National Post (National Edition)

No bats about it

- JONATHAN GOLDSTEIN

My niece informs me that her older brother and his friends won’t let her play basketball with them because she’s too little. I receive this like a call to arms, parables and fables at the ready.

“Your size is just right,” I say. To illustrate, I share with her the relatively little known and little understood Aesop’s fable about the bat and the weasels.

“Back in the olden days, bats were a new item. The world was mainly filled with your basic animals – cows, horses, goldfish. Animals were a pretty conservati­ve lot and so mating between species was frowned upon. Creatures like centaurs, pegasuses, platypuses – and bats – were rare as they were the spawn of only the most radical and forwardloo­king animals.

“Two such radical forwardloo­king animals were a freethinki­ng pigeon and a politicall­y-minded mouse. After a brief courtship, they birthed a daughter. No one knew what to make of her.

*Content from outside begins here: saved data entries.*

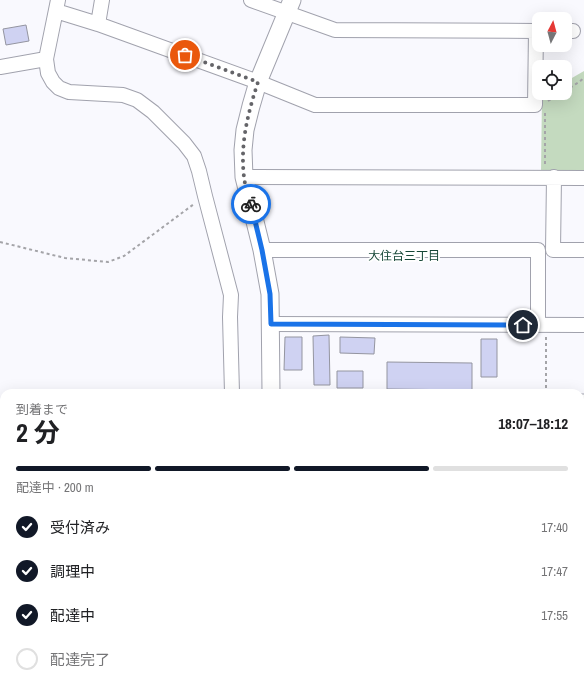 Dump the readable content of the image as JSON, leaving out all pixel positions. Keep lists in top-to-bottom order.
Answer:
{
  "districts": ["大住台三丁目"],
  "north": "top",
  "page": {
    "heading": ["2 分", "到着まで", "18:07–18:12"],
    "bar": "配達中 · 200 m",
    "list": [
      ["受付済み", "17:40"],
      ["調理中", "17:47"],
      ["配達中", "17:55"],
      "配達完了"
    ]
  }
} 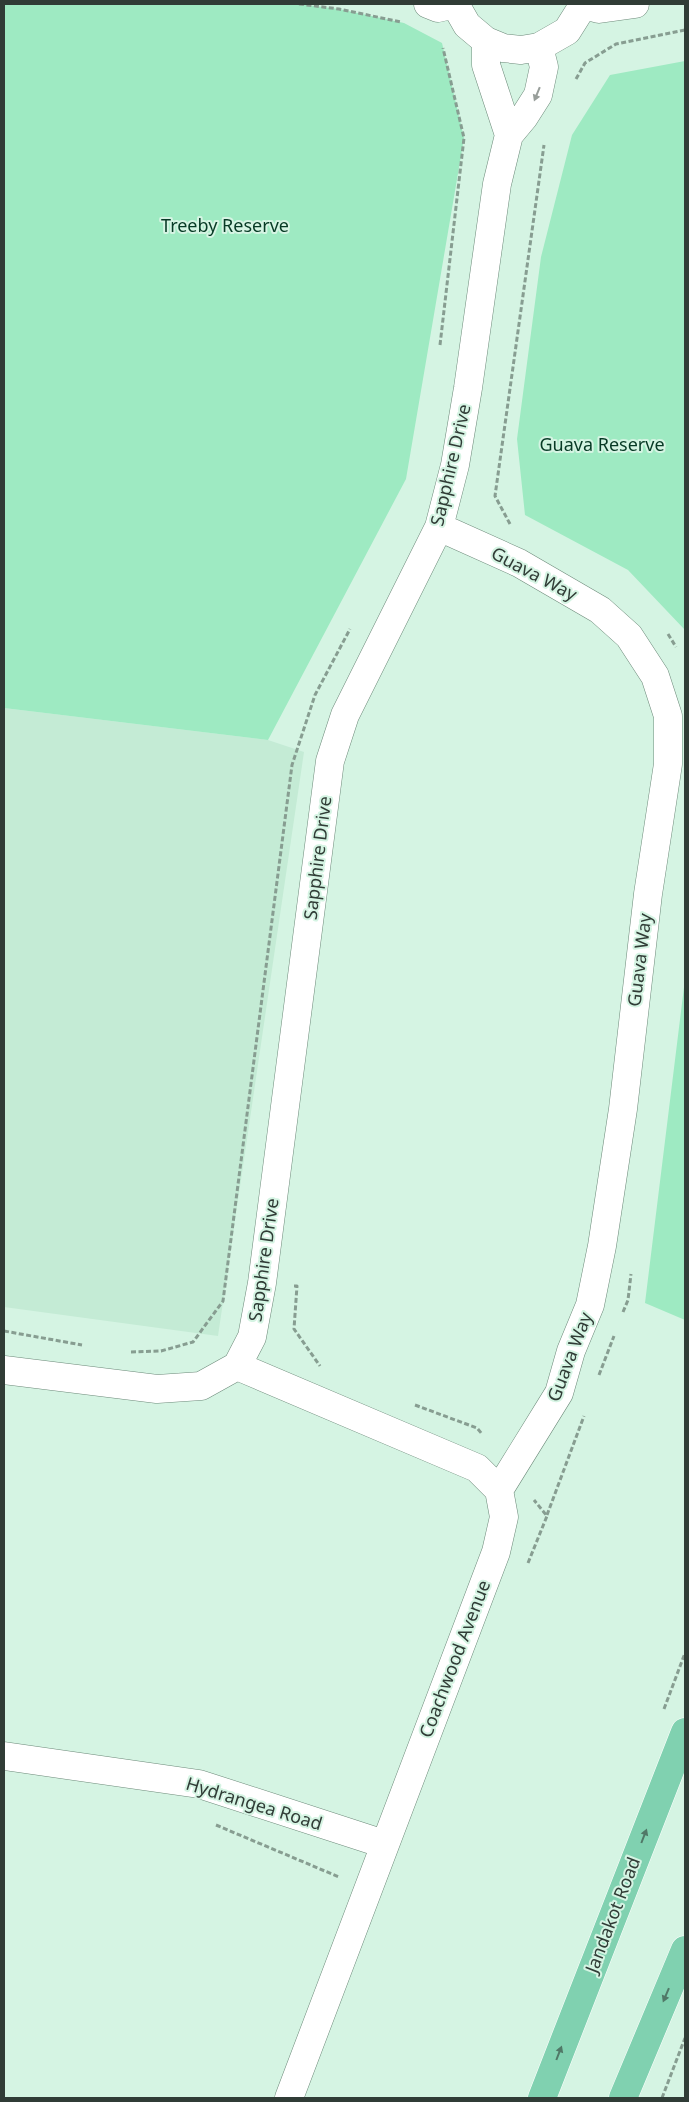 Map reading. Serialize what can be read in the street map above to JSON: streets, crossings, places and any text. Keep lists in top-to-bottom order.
{
  "streets": {
    "main road": ["Jandakot Road"],
    "street": [
      "Sapphire Drive",
      "Guava Way",
      "Coachwood Avenue",
      "Hydrangea Road"
    ]
  },
  "crossings": [
    ["Sapphire Drive", "Guava Way"],
    ["Guava Way", "Coachwood Avenue"],
    ["Coachwood Avenue", "Hydrangea Road"]
  ],
  "parks": ["Treeby Reserve", "Guava Reserve"]
}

“‘Maybe we messed up,’ said the father looking at their newborn’s long, thin, black wings as they slowly opened and closed. Her mouse mother taught her to forage and her pigeon father taught her to fly. So as not to arouse hostile curiosity, he encouraged her to fly at night when she wouldn’t be seen.”

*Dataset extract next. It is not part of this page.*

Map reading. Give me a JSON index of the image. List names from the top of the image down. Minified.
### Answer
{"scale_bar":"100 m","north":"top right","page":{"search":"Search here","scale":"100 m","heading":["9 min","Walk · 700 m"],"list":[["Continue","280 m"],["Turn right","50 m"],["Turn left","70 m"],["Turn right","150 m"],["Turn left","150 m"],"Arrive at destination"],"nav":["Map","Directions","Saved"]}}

“That’s why bats fly at night!” my niece says.

“I guess so,” I say. “When other animals asked what she was, she’d simply say, ‘I’m Hillary,’ since it was her given name.

“One night she found herself captured by a weasel.

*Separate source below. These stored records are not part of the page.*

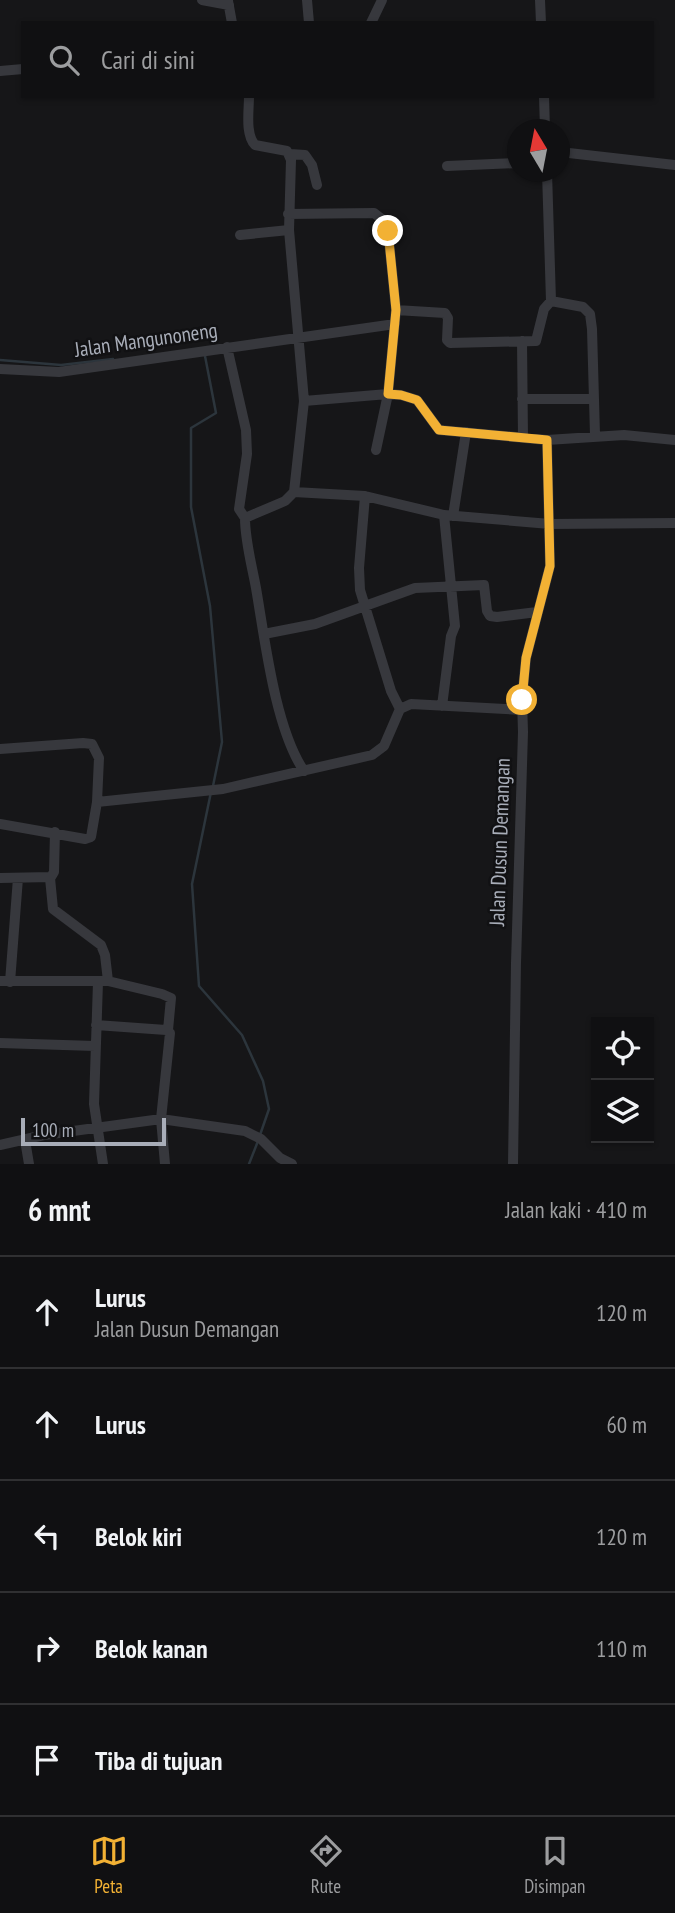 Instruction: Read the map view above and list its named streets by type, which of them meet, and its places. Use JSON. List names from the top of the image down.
{
  "streets": {
    "street": ["Jalan Mangunoneng", "Jalan Dusun Demangan"]
  },
  "scale_bar": "100 m",
  "north": "top",
  "page": {
    "search": "Cari di sini",
    "scale": "100 m",
    "heading": ["6 mnt", "Jalan kaki · 410 m"],
    "list": [
      ["Lurus", "Jalan Dusun Demangan", "120 m"],
      ["Lurus", "60 m"],
      ["Belok kiri", "120 m"],
      ["Belok kanan", "110 m"],
      "Tiba di tujuan"
    ],
    "nav": ["Peta", "Rute", "Disimpan"]
  }
}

“‘Weasels hate birds,’ said the weasel menacingly.

“‘I’m not a bird,’ Hillary responded, feeling disloyal to her father.

“‘Then what are you?’ asked the weasel. Trembling, she answered that she was a mouse. This satisfied the weasel. He released her. Sadly, she was captured by a second weasel.

“‘I’m not a bird,’” said Hillary pre-emptively. ‘I’m a mouse.’

“‘I have contempt for mice,’ said the second weasel.

“Hillary sputtered out: ‘Bat... I’m a bat.’

“She was trying to say, ‘but,’ on her way to coming up with an excuse, but her ‘but’ turned into a cry and the word ‘bat’ emerged.”

“What’s the moral of the story?” my niece asks.

“I guess sometimes the thing that you are hasn’t been defined yet,” I say. “And the only person who can define you is you.”

“I’m Hillary,” she says. For now, that feels like progress.